====== Record excerpts ======

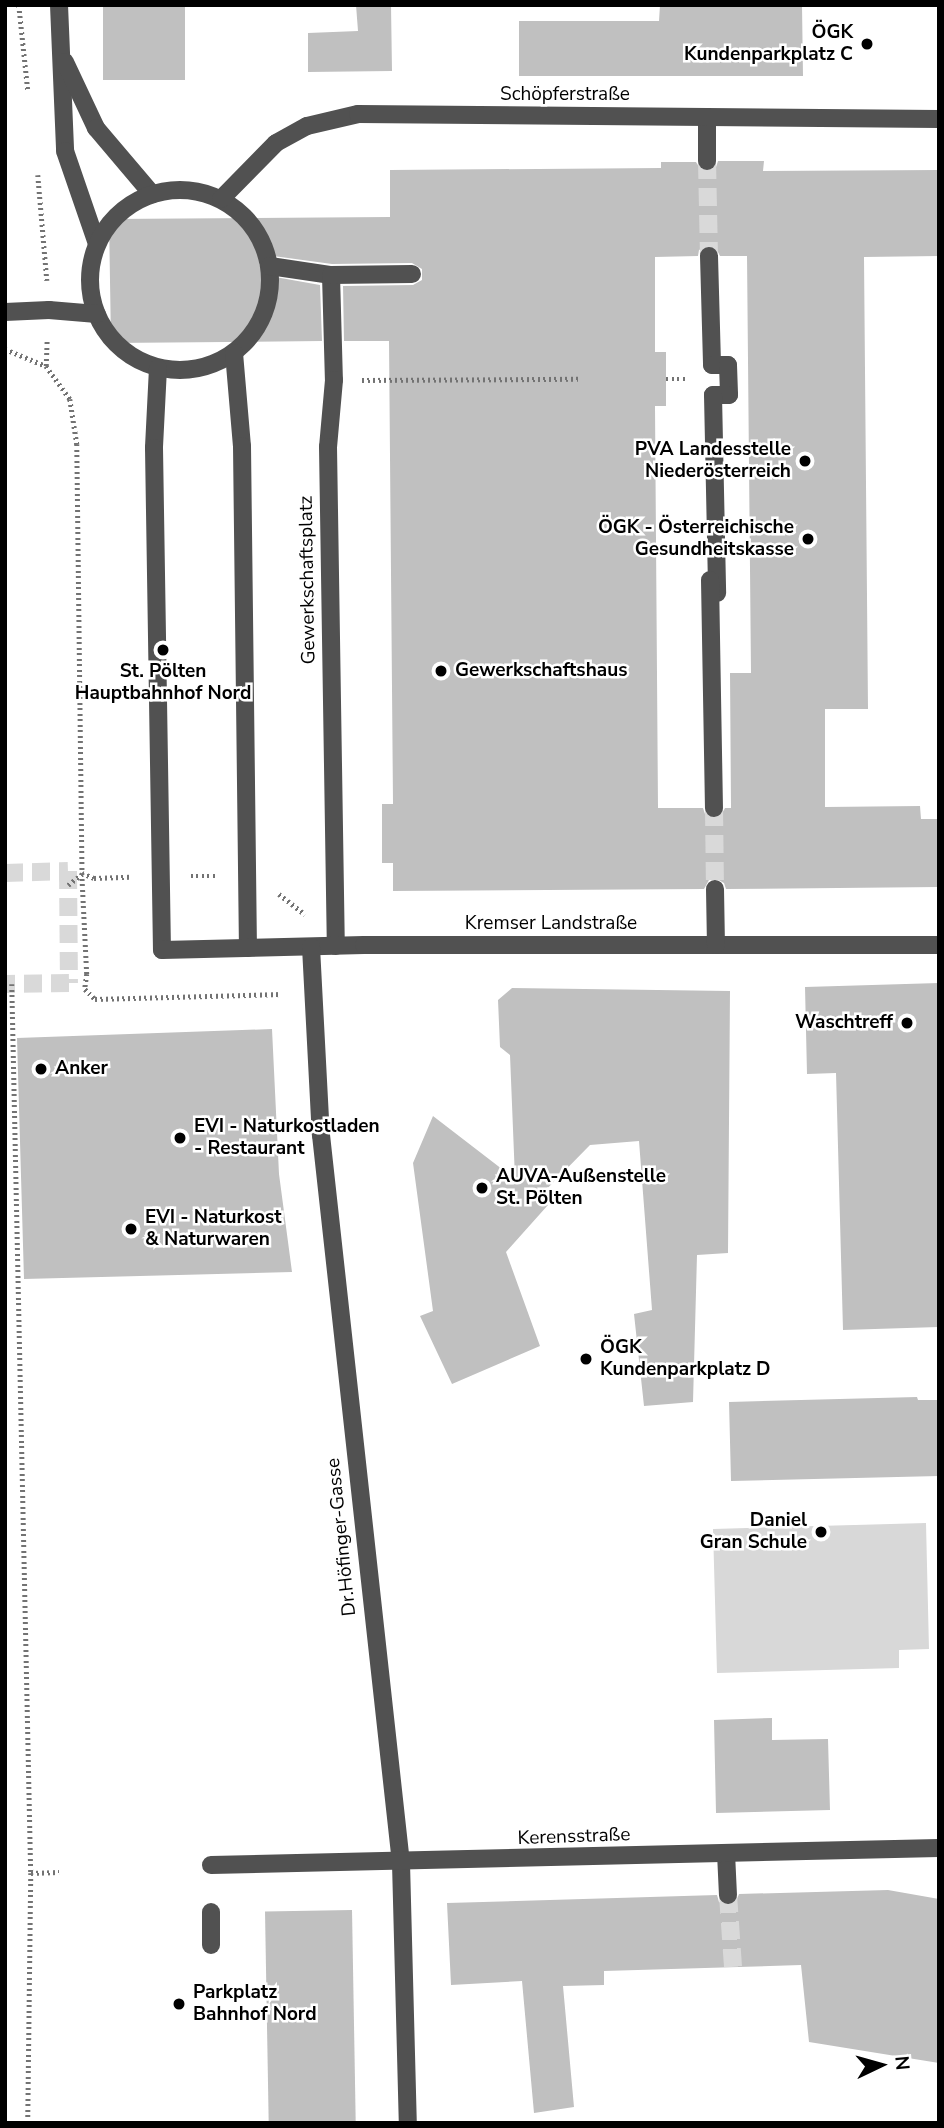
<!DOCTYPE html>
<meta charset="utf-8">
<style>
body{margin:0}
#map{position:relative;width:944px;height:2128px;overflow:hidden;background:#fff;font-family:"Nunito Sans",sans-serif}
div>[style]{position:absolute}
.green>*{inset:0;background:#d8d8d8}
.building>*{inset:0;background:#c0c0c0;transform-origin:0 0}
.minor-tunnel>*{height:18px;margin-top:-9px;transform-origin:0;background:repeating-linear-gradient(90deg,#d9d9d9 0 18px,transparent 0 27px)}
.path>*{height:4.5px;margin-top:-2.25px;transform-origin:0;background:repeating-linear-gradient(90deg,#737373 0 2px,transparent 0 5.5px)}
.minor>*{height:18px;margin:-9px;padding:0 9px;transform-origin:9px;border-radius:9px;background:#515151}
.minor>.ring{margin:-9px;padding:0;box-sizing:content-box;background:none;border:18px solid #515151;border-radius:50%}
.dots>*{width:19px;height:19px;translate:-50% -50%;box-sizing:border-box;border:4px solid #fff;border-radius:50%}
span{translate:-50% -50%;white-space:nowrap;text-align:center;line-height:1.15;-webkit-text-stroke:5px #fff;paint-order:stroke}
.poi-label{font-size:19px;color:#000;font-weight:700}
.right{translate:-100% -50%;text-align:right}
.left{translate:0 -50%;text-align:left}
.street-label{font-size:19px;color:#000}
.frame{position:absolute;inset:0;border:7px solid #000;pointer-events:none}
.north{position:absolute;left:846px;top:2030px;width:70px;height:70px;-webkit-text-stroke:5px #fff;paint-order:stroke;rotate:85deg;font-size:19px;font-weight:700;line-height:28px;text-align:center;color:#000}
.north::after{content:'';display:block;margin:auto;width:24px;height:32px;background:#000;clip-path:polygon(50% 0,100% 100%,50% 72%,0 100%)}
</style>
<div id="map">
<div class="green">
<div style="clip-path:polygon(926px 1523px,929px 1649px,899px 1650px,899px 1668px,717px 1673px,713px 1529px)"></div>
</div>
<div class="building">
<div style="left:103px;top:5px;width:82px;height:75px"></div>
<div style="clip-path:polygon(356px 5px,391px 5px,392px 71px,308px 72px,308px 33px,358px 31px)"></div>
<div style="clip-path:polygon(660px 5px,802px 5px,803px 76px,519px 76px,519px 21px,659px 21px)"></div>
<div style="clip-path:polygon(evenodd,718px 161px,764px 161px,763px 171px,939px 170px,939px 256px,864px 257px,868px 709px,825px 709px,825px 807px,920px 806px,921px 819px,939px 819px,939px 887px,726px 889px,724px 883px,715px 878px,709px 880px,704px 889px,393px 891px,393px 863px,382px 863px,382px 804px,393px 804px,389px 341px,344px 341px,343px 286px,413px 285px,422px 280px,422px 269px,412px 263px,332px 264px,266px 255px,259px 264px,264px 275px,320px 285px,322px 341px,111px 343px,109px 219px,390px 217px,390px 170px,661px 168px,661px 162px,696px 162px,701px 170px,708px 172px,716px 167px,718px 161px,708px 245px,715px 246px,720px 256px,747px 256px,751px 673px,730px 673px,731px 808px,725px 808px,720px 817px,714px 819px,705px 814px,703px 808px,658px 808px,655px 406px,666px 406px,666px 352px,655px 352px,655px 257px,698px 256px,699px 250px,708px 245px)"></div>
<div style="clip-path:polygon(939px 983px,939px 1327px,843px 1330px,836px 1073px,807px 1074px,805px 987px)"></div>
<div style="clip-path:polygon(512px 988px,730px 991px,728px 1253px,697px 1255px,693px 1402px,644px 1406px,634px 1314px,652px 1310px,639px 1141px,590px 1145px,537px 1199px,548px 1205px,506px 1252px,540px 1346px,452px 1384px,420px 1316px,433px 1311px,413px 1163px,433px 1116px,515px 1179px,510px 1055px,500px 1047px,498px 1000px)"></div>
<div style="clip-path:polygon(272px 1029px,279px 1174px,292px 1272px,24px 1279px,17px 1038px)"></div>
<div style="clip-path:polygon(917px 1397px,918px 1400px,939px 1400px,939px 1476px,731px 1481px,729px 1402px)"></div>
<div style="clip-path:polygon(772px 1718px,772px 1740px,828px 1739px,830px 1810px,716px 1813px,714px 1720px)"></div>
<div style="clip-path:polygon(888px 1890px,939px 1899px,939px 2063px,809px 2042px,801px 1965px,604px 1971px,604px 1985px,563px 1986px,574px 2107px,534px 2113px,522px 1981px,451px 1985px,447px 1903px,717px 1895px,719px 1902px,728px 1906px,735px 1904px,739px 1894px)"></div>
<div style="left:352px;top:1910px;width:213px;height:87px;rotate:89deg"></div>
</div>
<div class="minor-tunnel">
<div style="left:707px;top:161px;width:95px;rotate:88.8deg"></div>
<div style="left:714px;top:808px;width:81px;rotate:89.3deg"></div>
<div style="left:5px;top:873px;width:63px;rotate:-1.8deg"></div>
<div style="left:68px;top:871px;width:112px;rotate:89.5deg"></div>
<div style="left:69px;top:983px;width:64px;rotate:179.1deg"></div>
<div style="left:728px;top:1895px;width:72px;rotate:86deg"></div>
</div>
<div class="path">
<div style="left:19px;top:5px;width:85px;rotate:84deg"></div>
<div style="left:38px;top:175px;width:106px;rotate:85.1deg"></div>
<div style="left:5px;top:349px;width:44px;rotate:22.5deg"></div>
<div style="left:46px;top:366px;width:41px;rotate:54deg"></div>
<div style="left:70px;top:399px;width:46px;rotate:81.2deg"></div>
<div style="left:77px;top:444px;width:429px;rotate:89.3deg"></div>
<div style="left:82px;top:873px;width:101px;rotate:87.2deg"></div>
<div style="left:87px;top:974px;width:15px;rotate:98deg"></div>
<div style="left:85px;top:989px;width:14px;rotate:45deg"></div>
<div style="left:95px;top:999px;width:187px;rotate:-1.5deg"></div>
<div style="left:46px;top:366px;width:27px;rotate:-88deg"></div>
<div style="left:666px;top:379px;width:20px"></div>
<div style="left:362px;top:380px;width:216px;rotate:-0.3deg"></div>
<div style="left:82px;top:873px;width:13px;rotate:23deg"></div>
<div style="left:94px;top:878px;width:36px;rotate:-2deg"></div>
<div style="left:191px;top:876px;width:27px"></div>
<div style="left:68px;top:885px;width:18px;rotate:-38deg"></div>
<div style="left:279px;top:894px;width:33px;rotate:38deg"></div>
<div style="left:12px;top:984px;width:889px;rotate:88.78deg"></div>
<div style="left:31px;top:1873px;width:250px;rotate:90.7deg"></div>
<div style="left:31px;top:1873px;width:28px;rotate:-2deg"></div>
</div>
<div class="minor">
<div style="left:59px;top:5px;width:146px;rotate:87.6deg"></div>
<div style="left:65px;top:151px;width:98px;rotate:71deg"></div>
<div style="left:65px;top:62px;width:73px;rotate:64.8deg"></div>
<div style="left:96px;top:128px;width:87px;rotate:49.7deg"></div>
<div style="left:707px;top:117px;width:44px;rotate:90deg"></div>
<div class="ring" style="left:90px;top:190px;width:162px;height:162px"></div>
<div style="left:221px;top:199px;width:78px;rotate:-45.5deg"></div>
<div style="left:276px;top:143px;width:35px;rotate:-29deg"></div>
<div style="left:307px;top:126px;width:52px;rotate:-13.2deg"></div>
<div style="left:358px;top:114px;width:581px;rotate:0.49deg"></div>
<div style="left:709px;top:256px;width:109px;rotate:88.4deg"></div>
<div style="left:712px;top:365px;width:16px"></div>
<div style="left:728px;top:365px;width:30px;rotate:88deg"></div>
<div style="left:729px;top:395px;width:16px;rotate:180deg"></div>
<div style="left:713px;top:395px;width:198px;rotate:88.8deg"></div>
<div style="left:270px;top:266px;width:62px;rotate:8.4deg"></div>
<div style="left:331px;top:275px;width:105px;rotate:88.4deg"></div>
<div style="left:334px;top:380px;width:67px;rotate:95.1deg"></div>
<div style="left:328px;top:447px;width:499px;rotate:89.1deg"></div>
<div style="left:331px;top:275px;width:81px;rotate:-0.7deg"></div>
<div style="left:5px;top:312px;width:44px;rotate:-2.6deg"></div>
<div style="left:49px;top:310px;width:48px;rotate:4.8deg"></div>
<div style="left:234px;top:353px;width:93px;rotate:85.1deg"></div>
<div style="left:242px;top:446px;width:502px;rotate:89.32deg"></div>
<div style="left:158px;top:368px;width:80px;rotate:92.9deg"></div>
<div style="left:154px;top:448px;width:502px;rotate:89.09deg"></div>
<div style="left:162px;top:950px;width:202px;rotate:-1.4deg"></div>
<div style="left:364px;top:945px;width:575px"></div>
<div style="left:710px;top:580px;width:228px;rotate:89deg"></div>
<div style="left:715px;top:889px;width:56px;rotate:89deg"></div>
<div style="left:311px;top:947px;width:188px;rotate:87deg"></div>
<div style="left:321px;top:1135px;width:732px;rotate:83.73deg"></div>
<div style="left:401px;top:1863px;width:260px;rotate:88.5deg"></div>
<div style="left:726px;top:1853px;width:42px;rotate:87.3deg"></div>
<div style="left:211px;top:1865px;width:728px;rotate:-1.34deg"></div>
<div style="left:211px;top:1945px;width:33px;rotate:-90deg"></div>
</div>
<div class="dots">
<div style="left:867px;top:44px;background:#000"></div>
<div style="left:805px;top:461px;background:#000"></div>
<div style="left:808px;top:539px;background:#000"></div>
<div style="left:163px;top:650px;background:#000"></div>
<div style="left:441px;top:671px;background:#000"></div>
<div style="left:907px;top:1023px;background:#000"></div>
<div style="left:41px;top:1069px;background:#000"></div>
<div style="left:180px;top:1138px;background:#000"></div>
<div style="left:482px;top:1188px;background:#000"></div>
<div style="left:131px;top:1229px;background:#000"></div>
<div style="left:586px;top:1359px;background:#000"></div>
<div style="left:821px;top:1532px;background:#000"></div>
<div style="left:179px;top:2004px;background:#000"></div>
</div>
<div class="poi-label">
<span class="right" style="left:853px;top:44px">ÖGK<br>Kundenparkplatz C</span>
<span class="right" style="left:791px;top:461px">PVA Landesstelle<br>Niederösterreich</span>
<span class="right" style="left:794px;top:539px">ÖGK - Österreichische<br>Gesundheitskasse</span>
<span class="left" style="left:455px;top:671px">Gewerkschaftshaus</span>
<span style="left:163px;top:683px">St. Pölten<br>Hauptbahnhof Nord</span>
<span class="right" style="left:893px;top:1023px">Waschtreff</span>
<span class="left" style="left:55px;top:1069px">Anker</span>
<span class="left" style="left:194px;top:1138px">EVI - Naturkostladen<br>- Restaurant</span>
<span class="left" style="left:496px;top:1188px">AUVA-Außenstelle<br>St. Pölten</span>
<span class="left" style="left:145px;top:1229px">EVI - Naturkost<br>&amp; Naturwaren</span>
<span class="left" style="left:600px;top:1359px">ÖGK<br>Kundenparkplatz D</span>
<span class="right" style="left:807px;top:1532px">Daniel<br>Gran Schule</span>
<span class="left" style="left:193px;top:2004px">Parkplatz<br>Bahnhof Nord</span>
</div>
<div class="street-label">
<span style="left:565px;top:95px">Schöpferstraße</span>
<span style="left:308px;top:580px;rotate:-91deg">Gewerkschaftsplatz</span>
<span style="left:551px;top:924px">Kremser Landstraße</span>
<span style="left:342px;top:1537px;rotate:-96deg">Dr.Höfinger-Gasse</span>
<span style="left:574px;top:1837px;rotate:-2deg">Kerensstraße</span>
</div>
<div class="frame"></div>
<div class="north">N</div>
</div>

======

Task description -
Give the lines again word for word, from the start of the records to the line holding "0 2px,transparent 0", both included, and leave out any picture.

Solution for this problem -
<!DOCTYPE html>
<meta charset="utf-8">
<style>
body{margin:0}
#map{position:relative;width:944px;height:2128px;overflow:hidden;background:#fff;font-family:"Nunito Sans",sans-serif}
div>[style]{position:absolute}
.green>*{inset:0;background:#d8d8d8}
.building>*{inset:0;background:#c0c0c0;transform-origin:0 0}
.minor-tunnel>*{height:18px;margin-top:-9px;transform-origin:0;background:repeating-linear-gradient(90deg,#d9d9d9 0 18px,transparent 0 27px)}
.path>*{height:4.5px;margin-top:-2.25px;transform-origin:0;background:repeating-linear-gradient(90deg,#737373 0 2px,transparent 0 5.5px)}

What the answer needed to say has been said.